Цветы, поклонники, подарки…
— Бросить-то легко… Это, когда ты занимаешься, но не видишь результата.
— И вот это личностное включение артиста в этого персонажа когда-нибудь, этого нового духа из плоти и крови, хотя бы на два или три часа. Это, конечно, волшебный процесс, проникающий не только в психику, но и в жизнь.
— Получается, что мудрость твоя необычайна. Примерно, как у премудрого полковника Хатхи из «Маугли». Кстати, Хатхи с хинди переводится как «слон».
— Да нет, конечно…
— Но ты же, Алла, уже прожила множество судеб, и твой жизненный опыт зашкаливает… Как говорится, нахваталась всего полезного чего смогла, от чего твоя чудная головка заметно распухла…

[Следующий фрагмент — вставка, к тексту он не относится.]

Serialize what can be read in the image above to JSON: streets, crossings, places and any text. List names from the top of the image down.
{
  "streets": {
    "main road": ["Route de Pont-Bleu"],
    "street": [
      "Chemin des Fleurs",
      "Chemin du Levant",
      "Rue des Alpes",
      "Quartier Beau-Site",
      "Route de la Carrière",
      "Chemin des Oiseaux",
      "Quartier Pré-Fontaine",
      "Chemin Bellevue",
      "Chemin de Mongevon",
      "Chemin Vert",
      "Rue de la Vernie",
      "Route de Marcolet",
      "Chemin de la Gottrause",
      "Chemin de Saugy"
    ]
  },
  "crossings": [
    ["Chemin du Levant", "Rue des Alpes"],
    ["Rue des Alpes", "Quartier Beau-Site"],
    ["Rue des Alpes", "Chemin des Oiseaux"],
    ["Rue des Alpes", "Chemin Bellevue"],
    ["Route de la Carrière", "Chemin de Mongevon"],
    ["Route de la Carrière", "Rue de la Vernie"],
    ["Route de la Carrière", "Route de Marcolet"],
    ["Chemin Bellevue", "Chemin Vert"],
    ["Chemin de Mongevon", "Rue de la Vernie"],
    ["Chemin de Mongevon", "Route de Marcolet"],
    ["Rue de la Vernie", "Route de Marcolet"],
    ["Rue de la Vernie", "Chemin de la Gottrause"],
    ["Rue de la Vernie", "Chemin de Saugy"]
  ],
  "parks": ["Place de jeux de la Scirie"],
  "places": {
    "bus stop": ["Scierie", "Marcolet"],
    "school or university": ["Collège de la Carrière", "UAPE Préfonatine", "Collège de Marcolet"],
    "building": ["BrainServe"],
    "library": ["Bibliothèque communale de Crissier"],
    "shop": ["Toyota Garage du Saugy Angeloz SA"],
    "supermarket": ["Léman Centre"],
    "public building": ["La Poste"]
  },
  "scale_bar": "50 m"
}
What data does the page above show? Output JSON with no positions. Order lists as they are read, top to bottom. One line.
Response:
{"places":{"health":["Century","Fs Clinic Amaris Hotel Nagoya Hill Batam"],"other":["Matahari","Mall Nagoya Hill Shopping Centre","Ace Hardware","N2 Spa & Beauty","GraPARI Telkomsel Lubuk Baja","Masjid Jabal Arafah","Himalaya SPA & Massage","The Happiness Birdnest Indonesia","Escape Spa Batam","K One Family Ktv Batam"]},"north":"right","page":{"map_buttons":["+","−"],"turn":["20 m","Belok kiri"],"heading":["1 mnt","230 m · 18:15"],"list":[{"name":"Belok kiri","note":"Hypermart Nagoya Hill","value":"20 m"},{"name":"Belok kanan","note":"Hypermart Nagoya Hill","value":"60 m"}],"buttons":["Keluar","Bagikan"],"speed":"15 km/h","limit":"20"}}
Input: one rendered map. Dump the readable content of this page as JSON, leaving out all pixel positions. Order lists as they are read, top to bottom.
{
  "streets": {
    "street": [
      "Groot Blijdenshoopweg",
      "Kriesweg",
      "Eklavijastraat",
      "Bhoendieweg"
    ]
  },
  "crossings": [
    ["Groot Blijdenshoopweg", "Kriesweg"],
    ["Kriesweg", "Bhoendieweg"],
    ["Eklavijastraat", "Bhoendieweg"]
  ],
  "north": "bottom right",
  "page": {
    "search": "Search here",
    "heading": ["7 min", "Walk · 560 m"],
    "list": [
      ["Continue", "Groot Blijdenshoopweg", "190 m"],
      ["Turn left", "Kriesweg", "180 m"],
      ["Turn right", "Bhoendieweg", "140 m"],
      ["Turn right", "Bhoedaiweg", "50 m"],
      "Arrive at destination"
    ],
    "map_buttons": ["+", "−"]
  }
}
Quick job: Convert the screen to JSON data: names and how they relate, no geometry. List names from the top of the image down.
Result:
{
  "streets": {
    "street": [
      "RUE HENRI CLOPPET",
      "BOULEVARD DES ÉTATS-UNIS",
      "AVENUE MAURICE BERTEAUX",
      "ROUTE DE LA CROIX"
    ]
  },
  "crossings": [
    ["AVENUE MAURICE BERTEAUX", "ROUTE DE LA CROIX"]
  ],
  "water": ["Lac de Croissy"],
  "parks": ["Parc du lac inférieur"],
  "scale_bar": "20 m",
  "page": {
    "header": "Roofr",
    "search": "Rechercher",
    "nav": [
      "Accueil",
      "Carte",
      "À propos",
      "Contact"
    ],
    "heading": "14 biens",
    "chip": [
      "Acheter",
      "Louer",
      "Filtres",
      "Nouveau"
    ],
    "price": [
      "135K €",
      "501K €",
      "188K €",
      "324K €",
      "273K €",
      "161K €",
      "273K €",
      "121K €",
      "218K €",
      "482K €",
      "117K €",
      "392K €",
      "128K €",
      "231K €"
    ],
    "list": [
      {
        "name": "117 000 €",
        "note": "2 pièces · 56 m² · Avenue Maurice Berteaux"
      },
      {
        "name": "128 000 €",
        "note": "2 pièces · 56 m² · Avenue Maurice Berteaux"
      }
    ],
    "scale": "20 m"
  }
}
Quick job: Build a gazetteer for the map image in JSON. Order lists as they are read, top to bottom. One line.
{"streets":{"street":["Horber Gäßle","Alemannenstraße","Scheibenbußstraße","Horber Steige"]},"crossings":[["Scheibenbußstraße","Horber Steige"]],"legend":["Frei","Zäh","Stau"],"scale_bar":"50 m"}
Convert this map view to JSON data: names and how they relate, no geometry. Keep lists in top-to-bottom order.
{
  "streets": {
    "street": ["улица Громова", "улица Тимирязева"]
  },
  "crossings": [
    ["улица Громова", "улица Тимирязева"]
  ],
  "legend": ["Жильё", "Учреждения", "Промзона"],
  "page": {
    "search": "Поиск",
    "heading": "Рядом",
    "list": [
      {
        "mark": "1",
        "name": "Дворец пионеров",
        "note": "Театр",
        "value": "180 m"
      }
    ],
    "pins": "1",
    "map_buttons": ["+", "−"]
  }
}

— (Смеется). Как говорится, живи одну жизнь, но мудро. А если ты не так живешь, хоть и богато, вот тебе тысяча вариантов на пробу.
— Не, ну и я читаю книжки и что-то невольно впитываю при этом. Стараюсь не отстать от тебя…
— Ну, да. В этом понимании сущность культуры. У людей, которые занимаются культурой. Мы впитываем каждого человека, которого встречаем. Будь это даже литературный текст, пусть это даже зритель, сидящий с таким холодным надменным лицом, и требует, чтобы его веселили… Ну, попробуй, мол, доковыряться до моих ушей. Это же все всегда воспитывается внутрь. И люди культуры это чувствуют. Но у них есть спасение: у них же за спиной огромный вклад в общемировую культуру, общие цели, и в этой коробочке есть лекарство, чтобы человека поддержать. Лекарство, которое нужно дать человеку, который становится жестоким.